Problem requirements: The answer is one number. Say how many lines in the entries below include the word "Summarize".

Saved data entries
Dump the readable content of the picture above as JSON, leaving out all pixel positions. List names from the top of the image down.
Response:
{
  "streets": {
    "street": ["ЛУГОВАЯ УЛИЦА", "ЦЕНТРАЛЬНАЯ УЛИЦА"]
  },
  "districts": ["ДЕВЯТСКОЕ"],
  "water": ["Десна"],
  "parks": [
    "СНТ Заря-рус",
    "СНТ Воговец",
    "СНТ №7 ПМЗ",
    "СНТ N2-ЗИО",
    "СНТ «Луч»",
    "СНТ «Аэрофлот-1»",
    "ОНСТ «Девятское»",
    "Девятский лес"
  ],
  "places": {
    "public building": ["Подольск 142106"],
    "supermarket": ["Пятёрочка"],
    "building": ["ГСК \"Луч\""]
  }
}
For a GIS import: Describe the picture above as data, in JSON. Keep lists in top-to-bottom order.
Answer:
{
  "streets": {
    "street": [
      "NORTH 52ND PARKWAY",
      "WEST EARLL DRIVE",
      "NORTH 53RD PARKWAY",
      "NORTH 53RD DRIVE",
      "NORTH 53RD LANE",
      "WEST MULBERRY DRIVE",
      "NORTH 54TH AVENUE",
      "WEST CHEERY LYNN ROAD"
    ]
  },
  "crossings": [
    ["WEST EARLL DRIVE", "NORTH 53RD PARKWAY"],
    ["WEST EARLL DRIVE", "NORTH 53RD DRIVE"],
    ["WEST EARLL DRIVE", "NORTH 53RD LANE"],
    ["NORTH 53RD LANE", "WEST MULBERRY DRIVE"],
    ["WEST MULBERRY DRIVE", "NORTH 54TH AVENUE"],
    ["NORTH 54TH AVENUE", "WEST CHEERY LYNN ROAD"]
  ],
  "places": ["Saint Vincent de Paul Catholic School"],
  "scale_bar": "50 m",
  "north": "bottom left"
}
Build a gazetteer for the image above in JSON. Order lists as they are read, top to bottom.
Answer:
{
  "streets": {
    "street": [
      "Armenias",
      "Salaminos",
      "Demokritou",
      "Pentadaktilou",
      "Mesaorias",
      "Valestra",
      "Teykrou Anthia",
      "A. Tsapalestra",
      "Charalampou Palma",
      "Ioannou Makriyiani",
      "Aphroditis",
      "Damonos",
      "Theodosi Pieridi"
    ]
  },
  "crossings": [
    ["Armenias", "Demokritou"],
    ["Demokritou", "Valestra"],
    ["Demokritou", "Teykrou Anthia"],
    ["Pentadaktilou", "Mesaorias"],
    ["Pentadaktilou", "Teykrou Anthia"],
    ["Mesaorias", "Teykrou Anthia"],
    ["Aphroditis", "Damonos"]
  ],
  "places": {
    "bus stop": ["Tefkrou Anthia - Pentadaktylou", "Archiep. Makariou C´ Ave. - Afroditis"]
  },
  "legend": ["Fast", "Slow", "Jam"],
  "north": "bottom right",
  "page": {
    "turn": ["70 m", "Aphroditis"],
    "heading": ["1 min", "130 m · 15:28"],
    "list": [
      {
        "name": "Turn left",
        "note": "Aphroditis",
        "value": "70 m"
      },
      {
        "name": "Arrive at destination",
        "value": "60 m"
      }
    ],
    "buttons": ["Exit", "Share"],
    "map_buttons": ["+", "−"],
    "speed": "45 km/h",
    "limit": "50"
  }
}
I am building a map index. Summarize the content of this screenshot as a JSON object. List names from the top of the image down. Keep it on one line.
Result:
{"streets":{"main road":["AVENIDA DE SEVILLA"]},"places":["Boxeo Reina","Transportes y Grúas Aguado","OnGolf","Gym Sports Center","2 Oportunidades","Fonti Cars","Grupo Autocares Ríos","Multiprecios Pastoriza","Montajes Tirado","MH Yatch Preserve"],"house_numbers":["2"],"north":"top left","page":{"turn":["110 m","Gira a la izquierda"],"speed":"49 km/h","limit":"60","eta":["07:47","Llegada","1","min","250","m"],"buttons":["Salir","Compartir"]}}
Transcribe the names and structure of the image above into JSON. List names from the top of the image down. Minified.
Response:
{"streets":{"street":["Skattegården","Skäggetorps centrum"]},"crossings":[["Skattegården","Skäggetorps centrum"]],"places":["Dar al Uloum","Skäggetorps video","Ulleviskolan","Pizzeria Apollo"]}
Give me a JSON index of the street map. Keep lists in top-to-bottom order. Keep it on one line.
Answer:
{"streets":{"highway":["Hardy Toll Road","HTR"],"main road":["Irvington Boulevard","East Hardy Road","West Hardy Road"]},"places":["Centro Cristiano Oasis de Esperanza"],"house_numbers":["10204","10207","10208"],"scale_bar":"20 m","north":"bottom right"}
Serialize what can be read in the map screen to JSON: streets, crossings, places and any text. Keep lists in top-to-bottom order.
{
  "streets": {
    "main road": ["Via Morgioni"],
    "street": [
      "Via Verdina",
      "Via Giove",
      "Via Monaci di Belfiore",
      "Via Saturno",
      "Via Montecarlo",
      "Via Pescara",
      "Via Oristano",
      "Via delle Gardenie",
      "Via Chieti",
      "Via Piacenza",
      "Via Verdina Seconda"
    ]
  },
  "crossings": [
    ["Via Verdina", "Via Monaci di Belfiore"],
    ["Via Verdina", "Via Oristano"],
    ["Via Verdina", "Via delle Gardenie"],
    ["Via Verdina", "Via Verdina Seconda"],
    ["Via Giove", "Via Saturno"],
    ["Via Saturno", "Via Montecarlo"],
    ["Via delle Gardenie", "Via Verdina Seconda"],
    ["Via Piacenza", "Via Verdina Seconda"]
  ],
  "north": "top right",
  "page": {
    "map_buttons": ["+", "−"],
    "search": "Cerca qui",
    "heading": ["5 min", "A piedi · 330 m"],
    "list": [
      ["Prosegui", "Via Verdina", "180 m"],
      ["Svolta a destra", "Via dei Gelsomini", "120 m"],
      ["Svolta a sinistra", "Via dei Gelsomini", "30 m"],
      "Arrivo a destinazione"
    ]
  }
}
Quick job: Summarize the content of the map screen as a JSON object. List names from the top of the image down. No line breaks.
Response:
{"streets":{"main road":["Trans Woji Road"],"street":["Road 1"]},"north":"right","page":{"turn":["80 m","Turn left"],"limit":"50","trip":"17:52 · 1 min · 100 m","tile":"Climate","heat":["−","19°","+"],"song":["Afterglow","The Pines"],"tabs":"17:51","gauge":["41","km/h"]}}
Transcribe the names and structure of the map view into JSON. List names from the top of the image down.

Reply: 2